- Nickname: Jimmy
- Born: April 17, 1839 Fauquier County, Virginia
- Died: July 3, 1863 (aged 24) Gettysburg, Pennsylvania
- Place of burial: Hollywood Cemetery, Richmond, Virginia
- Allegiance: Confederate States of America
- Branch: Confederate States Army
- Service years: 1861–1863
- Rank: Colonel
- Commands: 52nd North Carolina Pettigrew's Brigade (Temporary)
- Conflicts: American Civil War Battle of Goldsborough Bridge; New Bern Campaign; Washington Campaign; Gettysburg campaign Battle of Gettysburg †; ;
- Relations: John Marshall (grandfather) Edward Carrington Marshall (father)

= James K. Marshall =

Confederate Army officer in the American Civil War

James Keith Marshall (April 17, 1839 – July 3, 1863) was a Confederate Army officer during the American Civil War. Marshall commanded the wounded J. Johnston Pettigrew's brigade during Pickett's Charge at the Battle of Gettysburg and died during the assault.

==Early life==
Marshall was born in Fauquier County, Virginia, to Edward Carrington Marshall and Rebecca Courtenay Peyton Marshall. He was a grandson of Chief Justice of the United States John Marshall. He was related through blood or marriage to Thomas Jefferson, George E. Pickett, and Robert E. Lee. His great-grandfather had attended school with George Washington and was commander of the 3rd Virginia Infantry during the American Revolutionary War. He was also a first cousin of Col. Thomas A. Marshall and second cousin of General Lee's aide, Col. Charles Marshall.

Marshall studied at the Episcopal High School in Alexandria, Virginia, and graduated from the Virginia Military Institute in 1860. The Society of Cadets chose him as the final orator for graduation ceremonies. He also served as first lieutenant of a cadet company. When Virginia seceded from the Union, Marshall was teaching school in Edenton, North Carolina.

==Civil War==
Marshall accepted a commission as captain of Company M of the 1st North Carolina "Bethel Regiment" under Col. Daniel Harvey Hill in the spring of 1861. He did not take part in the Battle of Big Bethel. He received a promotion to colonel of the 52nd North Carolina on April 23, 1862 under the command of Brig. Gen J. Johnston Pettigrew, despite having no combat experience. Marshall was initially elected to the post of lieutenant colonel and Zebulon Vance was elected colonel, however, Vance declined the position so Marshall took the spot instead. Marshall defended Norfolk, Virginia from federal gunboats, then defended the Blackwater River. Pettigrew's Brigade joined the Army of Northern Virginia in late May 1863, for the Gettysburg campaign.

===Gettysburg===
Pettigrew's Brigade saw intense fighting during the Battle of Gettysburg. On July 1, 1863, Marshall's regiment initially encountered two companies from the 80th New York Infantry at the Harmon farm. After dispersing these men, a portion of the 52nd North Carolina fought part of the 8th New York Cavalry at Meal's Orchard. The 52nd crossed Willoughby Run and faced resistance from more cavalry units around Fairfield Road. After crossing Fairfield Road, Marshall's men slammed into the flank of the 121st Pennsylvania of Lt. Col. Alexander Biddle, routing them from the field and sending them running toward Seminary Ridge. Marshall's men next attacked the 80th New York of Col. Theodore Gates and forced them to retreat. Soon after this attack, Maj. Gen. Henry Heth was wounded and Pettigrew was elevated to divisional command. Due to the high casualty rate in Pettigrew's Brigade command structure, Marshall was given charge of it. The brigade suffered 1,100 casualties out of 2,584 engaged, however Marshall's 52nd North Carolina suffered only 26 casualties.
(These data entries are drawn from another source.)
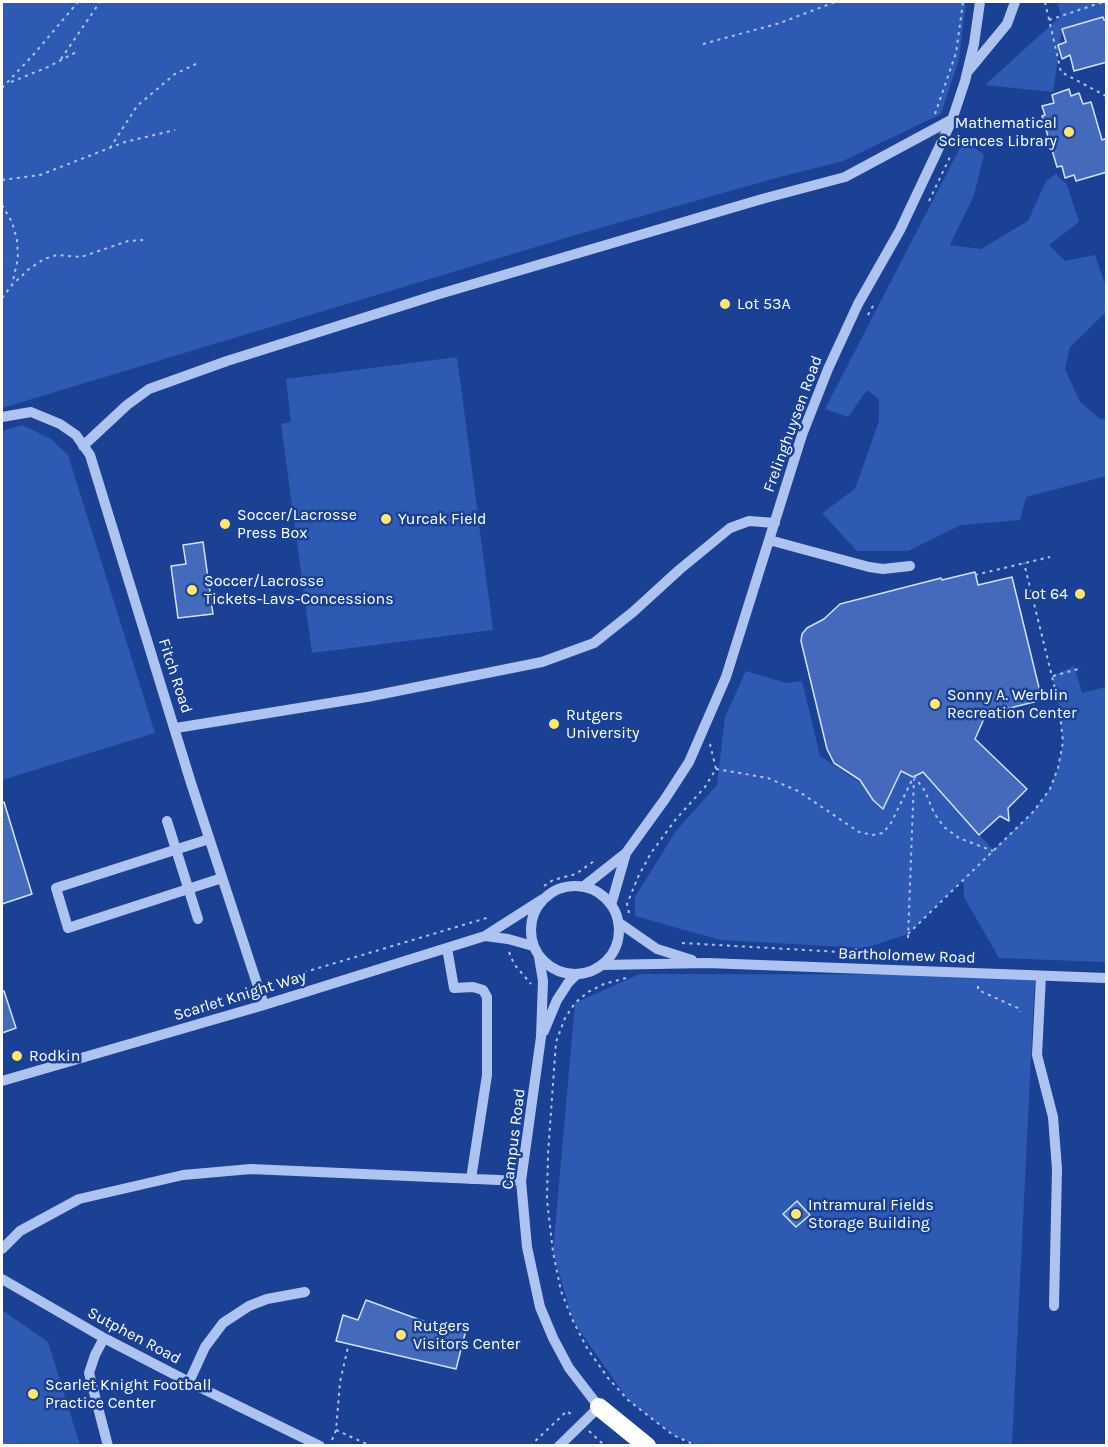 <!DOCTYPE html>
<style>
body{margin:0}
#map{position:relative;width:1108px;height:1447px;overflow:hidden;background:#1b4195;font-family:Karla,sans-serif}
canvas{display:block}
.frame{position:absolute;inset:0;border:3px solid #fff;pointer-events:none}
</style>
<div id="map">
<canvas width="1108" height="1447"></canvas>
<div class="frame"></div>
</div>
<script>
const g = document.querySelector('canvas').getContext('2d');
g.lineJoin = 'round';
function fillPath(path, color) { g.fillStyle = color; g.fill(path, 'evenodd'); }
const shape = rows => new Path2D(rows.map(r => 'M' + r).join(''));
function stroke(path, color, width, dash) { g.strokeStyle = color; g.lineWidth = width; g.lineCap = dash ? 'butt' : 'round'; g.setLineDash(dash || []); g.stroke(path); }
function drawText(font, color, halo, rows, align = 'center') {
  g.font = font + ' Karla,sans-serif'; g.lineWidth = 5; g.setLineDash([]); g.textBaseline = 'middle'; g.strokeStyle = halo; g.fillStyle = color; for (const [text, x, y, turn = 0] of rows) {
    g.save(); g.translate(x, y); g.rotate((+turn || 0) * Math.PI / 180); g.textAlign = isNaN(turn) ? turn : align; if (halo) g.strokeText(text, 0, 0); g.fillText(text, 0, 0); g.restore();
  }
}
const green = shape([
 [2,2,966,2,959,59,941,114,843,161,776,178,582,233,2,408],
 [1057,2,1106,2,1106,18,1062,29,1053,92,985,85,1061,16],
 [964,140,984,155,974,195,950,245,981,249,1028,221,1046,181,1056,174,1067,185,1079,222,1049,245,1065,261,1095,255,1106,287,1106,312,1070,347,1065,369,1080,402,1100,419,1106,418,1106,476,1026,497,1020,520,961,525,908,551,857,551,822,513,855,489,879,421,879,399,867,390,848,417,825,409],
 [457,357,493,630,312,653,281,424,291,422,286,379],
 [22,425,51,439,68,455,155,733,2,780,2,431],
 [1074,666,1082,693,1106,687,1106,962,999,958,964,897,963,880,908,934,865,948,720,940,635,916,635,897,676,831,717,785,725,717,746,671,786,683,802,681,820,756,864,785,871,798,883,808,903,767,934,767,935,785,993,850,1034,811,1050,789,1058,768,1063,742,1059,705,1052,676],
 [640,974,1035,975,1012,1445,699,1446,673,1435,628,1400,573,1321,553,1252,575,1003],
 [2,1310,48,1342,80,1445,2,1445]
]);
const building = shape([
 [1103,17,1104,20,1107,19,1107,62,1074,71,1070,55,1062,59,1058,45,1066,42,1062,29,1103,17],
 [1069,89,1071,96,1079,93,1083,104,1091,102,1102,140,1107,138,1107,172,1076,181,1074,175,1065,178,1062,166,1057,167,1042,116,1045,115,1042,106,1054,103,1052,95,1069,89],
 [203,542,213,614,178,618,171,566,186,564,183,545,203,542],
 [975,572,978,585,1012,577,1042,700,986,714,975,739,1027,789,1008,808,1009,821,1000,816,979,835,923,772,913,777,901,771,883,809,873,800,860,780,834,763,827,749,801,641,802,634,807,628,824,619,840,604,941,578,942,580,975,572],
 [4,802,32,894,2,904,2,803,4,802],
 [2,991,4,991,16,1028,2,1033,2,991],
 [797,1201,810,1215,796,1227,783,1214,797,1201],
 [366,1300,445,1329,447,1325,466,1330,456,1369,336,1341,343,1315,358,1320,366,1300]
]);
const path = shape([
 [1045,2,1061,72,1106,96],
 [1049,20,1103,2],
 [703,44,780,23,835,2],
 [61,59,100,2],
 [11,82,48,67,78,51],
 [2,88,34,54,78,2],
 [935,114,956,53,963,2],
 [110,148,137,106,175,74,198,63],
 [2,180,40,175,125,142,175,130],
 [929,201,950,157],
 [2,205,12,222,17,240,18,258,12,285],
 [2,298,12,285,29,269,44,259,57,255,81,257,128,241,143,240],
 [868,315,874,304],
 [975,575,1050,557],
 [1053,676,1082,668],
 [716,769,768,778,798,791,859,832,873,835,883,833,891,823,914,776],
 [914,776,925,791,934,813,944,827,959,838,993,851],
 [544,886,553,880,576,874,594,861],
 [629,913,627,904,638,877,651,853,676,819,705,787,716,769,710,744],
 [908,934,1034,811,1050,789,1058,768,1063,742,1059,705,1024,563],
 [908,938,914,779],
 [682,943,841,952,859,949],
 [509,952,514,964,531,984],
 [626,978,604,984,588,992,575,1003,565,1018,556,1042,548,1154,547,1200,553,1252,561,1291,573,1321,587,1348,608,1378,628,1400,673,1435,697,1446],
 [268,983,490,917],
 [978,986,978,990,1020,1009,1020,1012],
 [336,1430,371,1446],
 [589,1431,605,1446],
 [332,1440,336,1430,340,1382,348,1347],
 [530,1446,567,1411,572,1415]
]);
const minor = shape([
 [969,70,1007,24,1015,2],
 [2,417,31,412,60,424,76,435,90,455,191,783,264,1005],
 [83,446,127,405,149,389,227,361,436,295,762,199,845,177,951,120],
 [769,540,869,567,883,569,910,566],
 [176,728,367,697,542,662,594,643,633,612,679,570,730,528,749,521,775,523],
 [167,821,198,919],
 [209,839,56,888,68,928,222,878],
 '531 930a44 44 0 1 1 88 0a44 44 0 1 1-88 0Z',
 [583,887,626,853,665,799,689,762,726,677,802,435,828,369,858,304,900,230,952,120,965,81,974,44,980,2],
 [611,905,626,853],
 [618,922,657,949,692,960],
 [485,936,508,939,533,946],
 [447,948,454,988,473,987,483,990,487,997,487,1075,471,1179],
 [539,957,543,981,541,1037,521,1181,527,1247,540,1307,553,1338,569,1368,599,1407,559,1446],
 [603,965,707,963,1106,978],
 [1041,976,1037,1055,1053,1117,1057,1169,1054,1306],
 [544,1031,557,1000,568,983,576,975],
 [2,1081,264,1005,485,936,543,899],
 [2,1249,20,1231,79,1199,183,1175,251,1169,521,1181],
 [2,1279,104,1338,189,1382,320,1446],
 [104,1338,95,1355,89,1373,108,1446],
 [189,1382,205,1347,223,1323,249,1306,267,1299,305,1292]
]);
const highway = shape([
 [599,1407,647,1446]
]);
const markers = [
 [1069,132,6,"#ffe76c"],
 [725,304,6,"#ffe76c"],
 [386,519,6,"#ffe76c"],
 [225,524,6,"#ffe76c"],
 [192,590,6,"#ffe76c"],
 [1080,594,6,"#ffe76c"],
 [935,704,6,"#ffe76c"],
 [554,724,6,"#ffe76c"],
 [17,1056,6,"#ffe76c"],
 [796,1214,6,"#ffe76c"],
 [401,1335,6,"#ffe76c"],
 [33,1394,6,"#ffe76c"]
];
const poiNames = [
 ["Mathematical",1057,123,"right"],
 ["Sciences Library",1057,141,"right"],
 ["Lot 53A",737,304],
 ["Soccer/Lacrosse",237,515],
 ["Press Box",237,533],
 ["Yurcak Field",398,519],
 ["Soccer/Lacrosse",204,581],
 ["Tickets-Lavs-Concessions",204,599],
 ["Lot 64",1068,594,"right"],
 ["Sonny A. Werblin",947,695],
 ["Recreation Center",947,713],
 ["Rutgers",566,715],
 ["University",566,733],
 ["Rodkin",29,1056],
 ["Intramural Fields",808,1205],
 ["Storage Building",808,1223],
 ["Rutgers",413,1326],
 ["Visitors Center",413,1344],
 ["Scarlet Knight Football",45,1385],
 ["Practice Center",45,1403]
];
const streetNames = [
 ["Frelinghuysen Road",793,424,-70],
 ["Fitch Road",175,676,72],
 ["Bartholomew Road",907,956,2],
 ["Scarlet Knight Way",240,996,-17],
 ["Campus Road",514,1139,-83],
 ["Sutphen Road",134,1336,28]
];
fillPath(green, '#2f5ab3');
fillPath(building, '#446abc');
stroke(building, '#d4e1fb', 1.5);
stroke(path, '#aec3f0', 2, [3, 4.5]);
stroke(minor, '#aec3f0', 10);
stroke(highway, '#fff', 18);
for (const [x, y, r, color] of markers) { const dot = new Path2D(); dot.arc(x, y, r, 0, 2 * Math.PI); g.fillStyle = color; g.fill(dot); stroke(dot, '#1b4195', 2); }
drawText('16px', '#fff', '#1b4195', poiNames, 'left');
drawText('16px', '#fff', '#1b4195', streetNames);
</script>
The brigade was not involved in any fighting on July 2, 1863. Marshall had the brigade's Moravian band perform to heighten their morale after the first day's carnage.

Leading the decimated brigade during Pickett's Charge, Marshall's men crossed the field around the Bliss Farm and Stevens' Run and then crossed the Emmitsburg Rd, coming under withering fire at the fence line. While crossing the Emmitsburg Road, Marshall turned to Capt. Stockton Heth (son of Maj. Gen. Henry Heth) and said "We do not know which of us will be next to fall." Just minutes later, as Marshall neared the stonewall on Cemetery Ridge he was struck in the forehead and killed instantly by two bullets while encouraging his men.

==Aftermath==
Marshall's family did not officially know of his death until several months later, when they received a letter from Marshall's cousin F. Lewis Marshall informing them that James K. Marshall died at Gettysburg. They had heard conflicting reports, and hoped that he was a prisoner of war.

Marshall's remains were buried on the field at Gettysburg. It is assumed, but not known for sure, that he was re-interred at Hollywood Cemetery in Richmond, Virginia.